Le Québec n’est pas en reste. Véritable minéralo-État, la belle province est un paradis minier «qui prend fait et cause pour l’industrie extractive présente chez elle, indépendamment du bien commun et des intérêts de sa population».

La législation provinciale donne «préséance aux activités minières sur la création de nouvelles aires protégées et menace les droits individuels à la propriété privée, les droits communautaires à un aménagement adéquat du territoire et le droit collectif à un environnement sain». Comme si ce n’était pas suffisant, l’État y assume les principaux coûts d’infrastructure (incluant l’eau et l’électricité) et confère à l’industrie des avantages fiscaux qui coûtent au moins 1,5 plus cher que ce que les redevances rapportent. Pas étonnant que le modèle québécois soit cité en exemple jusqu’au Congo!

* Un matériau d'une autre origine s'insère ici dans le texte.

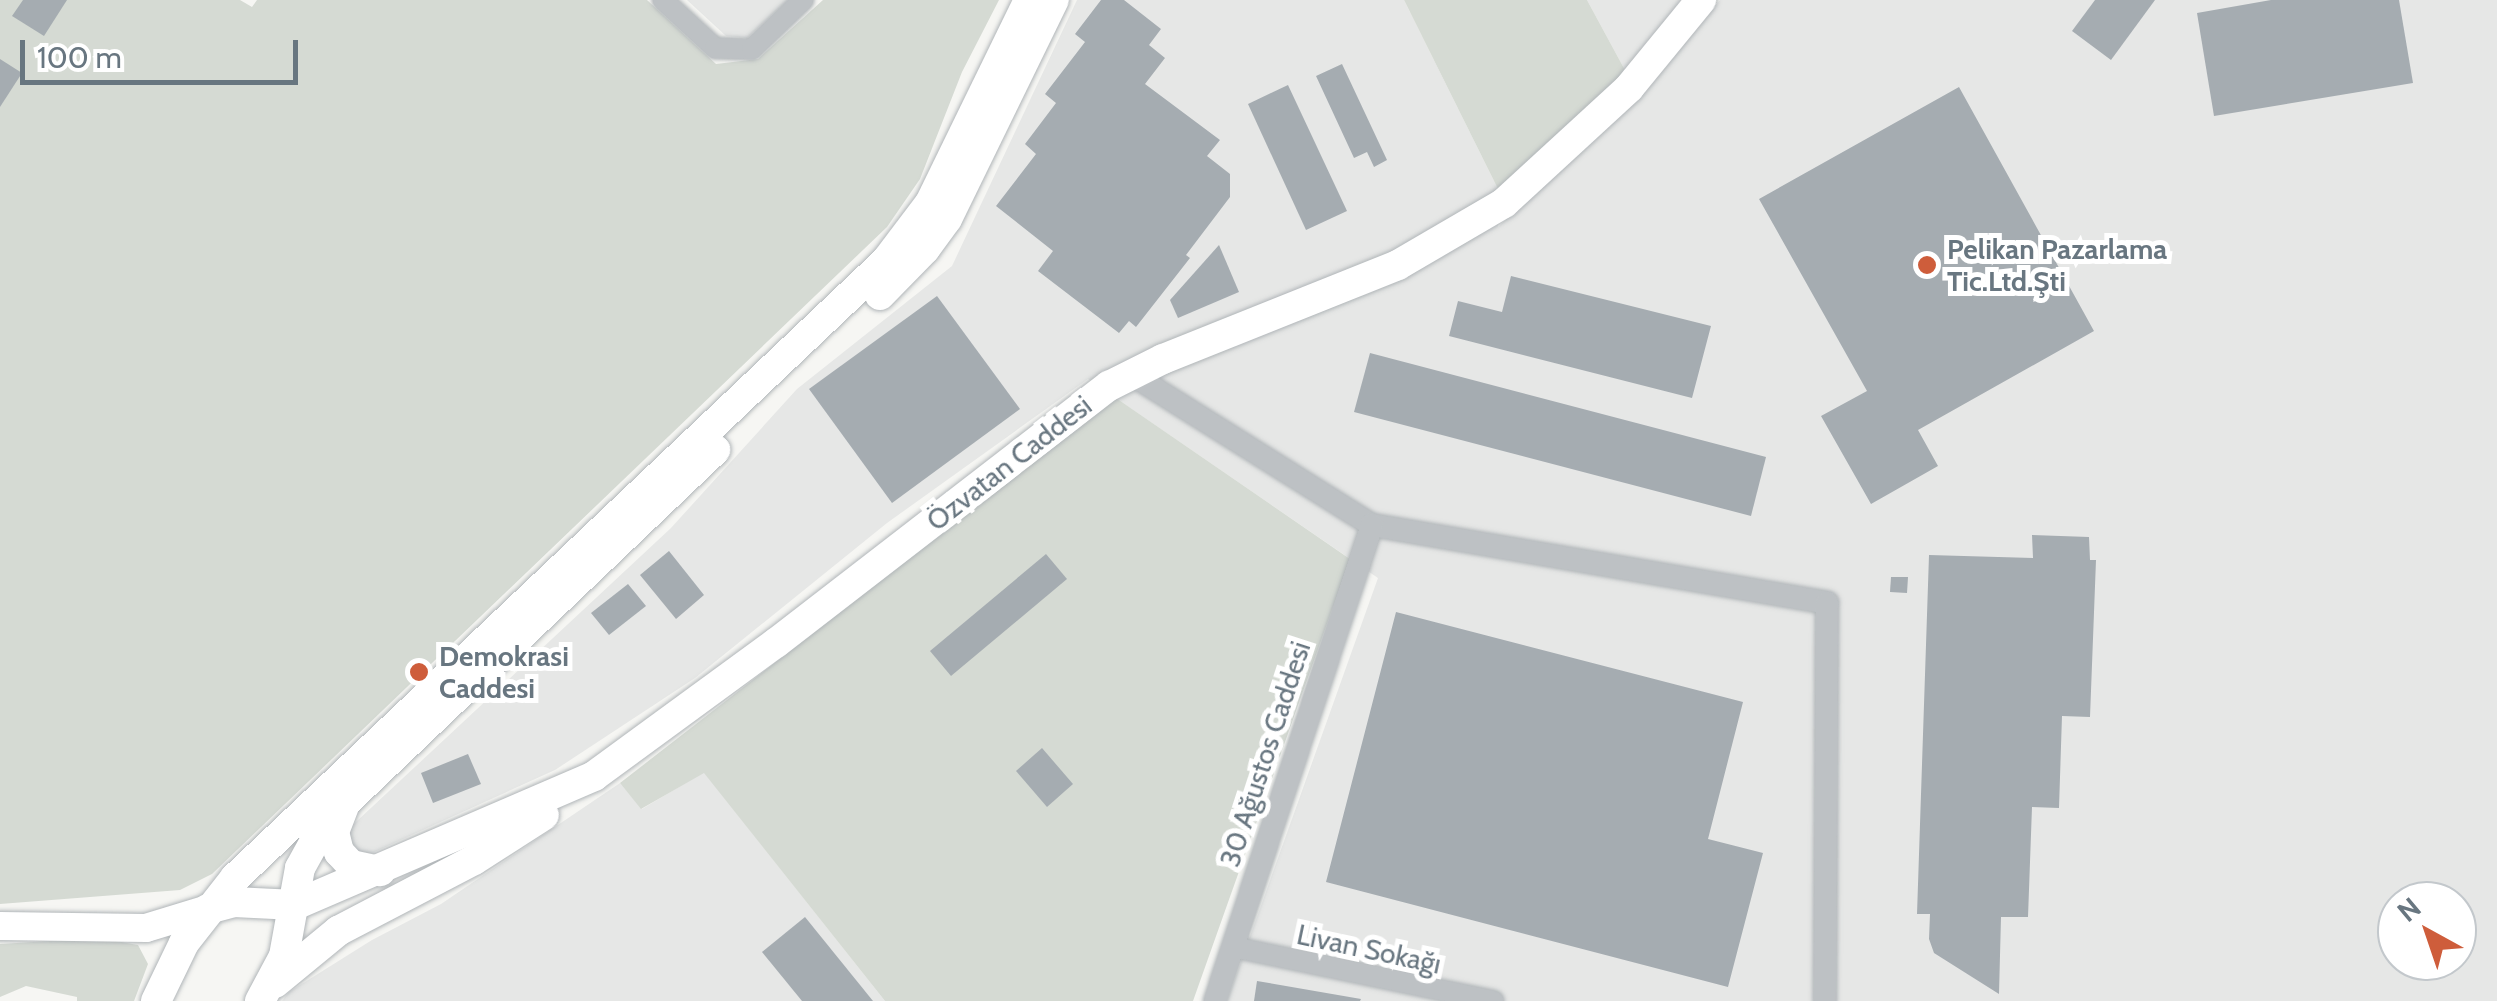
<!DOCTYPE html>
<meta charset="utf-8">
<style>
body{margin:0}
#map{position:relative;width:2497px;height:1001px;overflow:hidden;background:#f6f6f3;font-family:Cabin,sans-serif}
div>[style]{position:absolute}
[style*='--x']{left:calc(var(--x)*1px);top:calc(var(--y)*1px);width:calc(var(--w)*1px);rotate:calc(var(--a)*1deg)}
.built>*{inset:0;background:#e6e7e6}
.green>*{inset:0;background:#d5dad3}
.building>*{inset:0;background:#a5acb1}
.roads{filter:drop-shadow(0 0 2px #b0b5b8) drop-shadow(0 0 2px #b0b5b8)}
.minor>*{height:20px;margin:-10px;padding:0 10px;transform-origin:10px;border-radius:10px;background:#bdc1c4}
.tertiary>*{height:22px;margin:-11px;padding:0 11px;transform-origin:11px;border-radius:11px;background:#bdc1c4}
.secondary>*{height:28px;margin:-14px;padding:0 14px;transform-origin:14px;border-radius:14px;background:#fff}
.primary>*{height:30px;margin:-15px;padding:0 15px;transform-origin:15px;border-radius:15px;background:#fff}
.dots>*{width:28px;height:28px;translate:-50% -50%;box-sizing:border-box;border:5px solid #fff;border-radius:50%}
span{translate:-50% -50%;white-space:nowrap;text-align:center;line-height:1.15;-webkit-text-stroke:10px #fff;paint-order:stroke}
.poi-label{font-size:28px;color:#687680;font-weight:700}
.left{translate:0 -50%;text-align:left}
.street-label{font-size:28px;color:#687680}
.north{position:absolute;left:2377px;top:881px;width:100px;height:100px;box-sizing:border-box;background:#fff;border:2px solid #c3c8cc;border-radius:50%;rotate:320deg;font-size:28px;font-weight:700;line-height:40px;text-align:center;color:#687680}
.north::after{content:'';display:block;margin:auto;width:35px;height:45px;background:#ce5d3b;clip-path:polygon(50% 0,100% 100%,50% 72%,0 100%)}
.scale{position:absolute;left:20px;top:40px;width:278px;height:45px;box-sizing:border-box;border:5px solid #687680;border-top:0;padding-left:12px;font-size:30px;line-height:35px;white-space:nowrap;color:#687680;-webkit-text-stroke:8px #fff;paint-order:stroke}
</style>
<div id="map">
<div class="built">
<div style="clip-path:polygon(687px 0,788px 0,747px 38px,726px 36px)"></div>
<div style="clip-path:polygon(evenodd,1077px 0,1404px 0,1500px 193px,1498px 227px,1644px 92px,1720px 0,2497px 0,2497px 1001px,1227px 1001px,1378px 578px,1088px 379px,887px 523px,695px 678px,555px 770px,350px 863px,342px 835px,671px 528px,797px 389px,952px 266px,1077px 0,2397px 901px,2457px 901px,2457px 961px,2397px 961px,2397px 901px)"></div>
<div style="clip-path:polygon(1587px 0,1681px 0,1626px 72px)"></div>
<div style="clip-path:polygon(704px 772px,885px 1001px,282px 1001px,289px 992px,372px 940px,441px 904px,620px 783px,642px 809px)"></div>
</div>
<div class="green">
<div style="clip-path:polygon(0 0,240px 0,252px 7px,257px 0,647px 0,716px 64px,758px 59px,823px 0,999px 0,962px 72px,920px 179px,887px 227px,212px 874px,180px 890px,0 904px)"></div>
<div style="clip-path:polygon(1404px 0,1587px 0,1626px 72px,1500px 193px)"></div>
<div style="clip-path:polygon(1116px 398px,1350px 559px,1193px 1001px,885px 1001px,704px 773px,641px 809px,620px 783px)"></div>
<div style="clip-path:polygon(98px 938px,138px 945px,148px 964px,134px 1001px,77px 1001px,77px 997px,26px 986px,0 997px,0 944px)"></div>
</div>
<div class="building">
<div style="clip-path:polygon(23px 0,67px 0,44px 36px,12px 16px)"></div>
<div style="clip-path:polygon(1101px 0,1124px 0,1161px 29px,1149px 45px,1165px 58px,1145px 84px,1220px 140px,1207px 156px,1230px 174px,1230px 197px,1186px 255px,1190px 258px,1136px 327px,1129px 321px,1119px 333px,1038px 271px,1053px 251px,996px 206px,1036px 154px,1025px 144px,1056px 103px,1045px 94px,1085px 42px,1075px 34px)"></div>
<div style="clip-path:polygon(2095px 0,2155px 0,2111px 60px,2072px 31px)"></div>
<div style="clip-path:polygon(2271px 0,2399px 0,2413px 83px,2214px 116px,2197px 13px)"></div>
<div style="clip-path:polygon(0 59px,22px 73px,0 107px)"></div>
<div style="clip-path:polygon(1342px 64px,1387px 160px,1374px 167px,1367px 152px,1354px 158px,1316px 76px)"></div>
<div style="clip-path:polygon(1288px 85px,1347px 211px,1306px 230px,1248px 104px)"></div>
<div style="clip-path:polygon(1959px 87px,2094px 331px,1918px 430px,1938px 466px,1871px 504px,1821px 416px,1867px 391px,1759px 199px)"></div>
<div style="clip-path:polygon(1219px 245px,1239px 292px,1178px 318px,1170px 300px)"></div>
<div style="clip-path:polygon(1511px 276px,1711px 326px,1692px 398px,1449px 336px,1458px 301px,1502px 312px)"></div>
<div style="clip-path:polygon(937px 296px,1020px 409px,892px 503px,809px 389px)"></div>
<div style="clip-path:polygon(1370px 353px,1766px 457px,1751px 516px,1354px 412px)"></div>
<div style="clip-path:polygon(2032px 535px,2089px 537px,2090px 560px,2096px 560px,2090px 717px,2062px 716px,2059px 808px,2032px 807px,2028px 917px,2001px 917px,1999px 994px,1934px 953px,1929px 939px,1930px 914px,1917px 914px,1929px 555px,2033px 558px)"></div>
<div style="clip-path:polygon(669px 551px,704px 595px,676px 619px,640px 575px)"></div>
<div style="clip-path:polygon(1046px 554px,1067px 579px,951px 676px,930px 651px)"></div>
<div style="clip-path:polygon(1891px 577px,1908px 577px,1907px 593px,1890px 592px)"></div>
<div style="clip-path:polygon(628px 584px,646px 606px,609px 635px,591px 613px)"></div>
<div style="clip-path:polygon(1396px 612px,1743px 702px,1708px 839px,1763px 853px,1728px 987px,1326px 882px)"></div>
<div style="clip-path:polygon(1042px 748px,1073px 784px,1047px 807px,1016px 771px)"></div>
<div style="clip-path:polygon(468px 754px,481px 784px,433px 803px,421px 773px)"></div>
<div style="clip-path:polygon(805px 917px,873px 1001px,802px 1001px,762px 952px)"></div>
<div style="clip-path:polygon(1257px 981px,1361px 999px,1360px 1001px,1254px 1001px)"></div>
</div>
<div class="roads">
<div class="minor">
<div style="--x:663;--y:0;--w:71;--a:42.7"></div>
<div style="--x:715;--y:48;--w:37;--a:2"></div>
<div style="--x:752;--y:49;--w:71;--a:-43.9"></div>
<div style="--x:1233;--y:947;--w:266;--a:11.7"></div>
</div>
<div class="tertiary">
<div style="--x:1131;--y:374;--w:284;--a:32.1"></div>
<div style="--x:1372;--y:525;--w:462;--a:9.7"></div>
<div style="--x:1827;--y:603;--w:398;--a:90.3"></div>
<div style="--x:1215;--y:1001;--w:501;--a:-71.75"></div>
</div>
<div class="secondary">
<div style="--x:0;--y:926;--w:146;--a:0.8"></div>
<div style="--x:146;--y:928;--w:65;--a:-17"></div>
</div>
<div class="primary">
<div style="--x:880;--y:295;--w:64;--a:-45.6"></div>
<div style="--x:925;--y:249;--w:37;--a:-54"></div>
<div style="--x:947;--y:219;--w:244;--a:-64"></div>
<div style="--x:344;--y:806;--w:28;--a:111"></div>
<div style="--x:334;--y:832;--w:21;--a:76"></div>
<div style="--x:339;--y:852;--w:18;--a:47"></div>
<div style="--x:351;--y:865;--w:30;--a:12"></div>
<div style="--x:208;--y:909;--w:27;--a:-15"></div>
<div style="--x:234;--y:902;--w:61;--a:2.8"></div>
<div style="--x:295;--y:905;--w:326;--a:-23.3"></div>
<div style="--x:594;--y:776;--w:225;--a:-36.2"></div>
<div style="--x:776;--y:643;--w:421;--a:-37.7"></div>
<div style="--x:1109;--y:386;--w:60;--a:-26.6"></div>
<div style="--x:1163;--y:359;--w:253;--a:-21.8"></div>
<div style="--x:1398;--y:265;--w:123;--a:-30.3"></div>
<div style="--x:1504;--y:203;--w:170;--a:-42.6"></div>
<div style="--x:1629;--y:88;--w:114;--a:-50.7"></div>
<div style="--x:275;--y:983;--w:82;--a:-39.5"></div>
<div style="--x:338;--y:931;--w:153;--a:-27.6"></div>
<div style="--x:474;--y:860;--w:83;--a:-32.7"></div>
<div style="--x:156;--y:1001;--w:64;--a:-64.2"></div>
<div style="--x:184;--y:943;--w:83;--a:-51.9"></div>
<div style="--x:235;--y:878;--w:897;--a:-43.46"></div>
<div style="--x:886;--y:261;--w:73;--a:-52.8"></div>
<div style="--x:930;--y:203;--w:226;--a:-64"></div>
<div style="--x:260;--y:1001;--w:51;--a:-61.9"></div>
<div style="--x:284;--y:956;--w:89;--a:-79.7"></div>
<div style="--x:300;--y:868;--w:54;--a:-61"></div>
<div style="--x:326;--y:821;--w:538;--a:-43.64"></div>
</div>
</div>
<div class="dots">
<div style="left:1927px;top:265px;background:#ce5d3b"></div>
<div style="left:419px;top:672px;background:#ce5d3b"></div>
</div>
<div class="poi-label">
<span class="left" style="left:1947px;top:265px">Pelikan Pazarlama<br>Tic.Ltd.Şti</span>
<span class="left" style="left:439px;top:672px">Demokrasi<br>Caddesi</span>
</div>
<div class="street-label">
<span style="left:1009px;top:463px;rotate:-38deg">Özvatan Caddesi</span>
<span style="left:1265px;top:754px;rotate:-72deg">30 Ağustos Caddesi</span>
<span style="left:1369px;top:949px;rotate:12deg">Livan Sokağı</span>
</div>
<div class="north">N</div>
<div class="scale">100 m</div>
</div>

L’Ontario fait pour sa part office de paradis boursier pour les entreprises minières. Entre 2007 et 2011, 220 milliards de dollars en actions minières ont transigé par la bourse de Toronto pour financer des projets miniers partout sur la planète. Il existe d’ailleurs un programme fédéral qui «permet aux sociétés minières, gazières et pétrolières d’émettre en bourse des actions qui sont totalement déductibles d’impôts au Canada».

Bouclant la boucle, la Nouvelle-Écosse est devenue une sorte de sous-traitant en sol canadien des paradis offshore en offrant «des congés fiscaux dans le cas d’embauche d’experts-comptables», ce qui a pour effet de transformer Halifax «en banlieue de la finance mondiale où parquer des subalternes à coup de subventions publiques».

La fortune sans gloire

Après avoir réglé hors cours une poursuite bâillon de 11 millions de dollars intentée par la minière Barrick Gold suite à la parution de Noir Canada, Pillage, corruption et criminalité en Afrique (Écosociété, 2008), il aura fallu une bonne dose de courage à Alain Deneault et à son éditeur pour se lancer dans ce projet colossal qui n’est diffamatoire qu’au sens premier du terme, «soit de dire d’une chose qu’elle n’est pas glorieuse».

En effet, l’auteur y pointe du doigt l’implication historique et contemporaine du Canada et de son élite des affaires dans le développement d’un environnement réglementaire et juridique qui, s’il n’est pas en soi criminel, sert de havre financier pour mettre hors de portée du fisc et de la loi les bandits de la pire espèce comme les gens d’affaires les plus vertueux.

Des solutions?

«Sur le plan technique, des solutions existent. […] Seulement, nous ne disposons pas d’une députation et d’une caste financière et industrielle qui soient prêtes à prendre la mesure du problème.» En cette période électorale qui s’achève, un tel constat est aussi désolant que lucide. Loin d’être fataliste, l’auteur appelle l’ensemble de la société civile à s’approprier le débat et à se donner des institutions qui lui ressemblent.

 

Paradis fiscaux : la filière canadienne, Alain Deneault, Éditions Écosociété, 391 pages.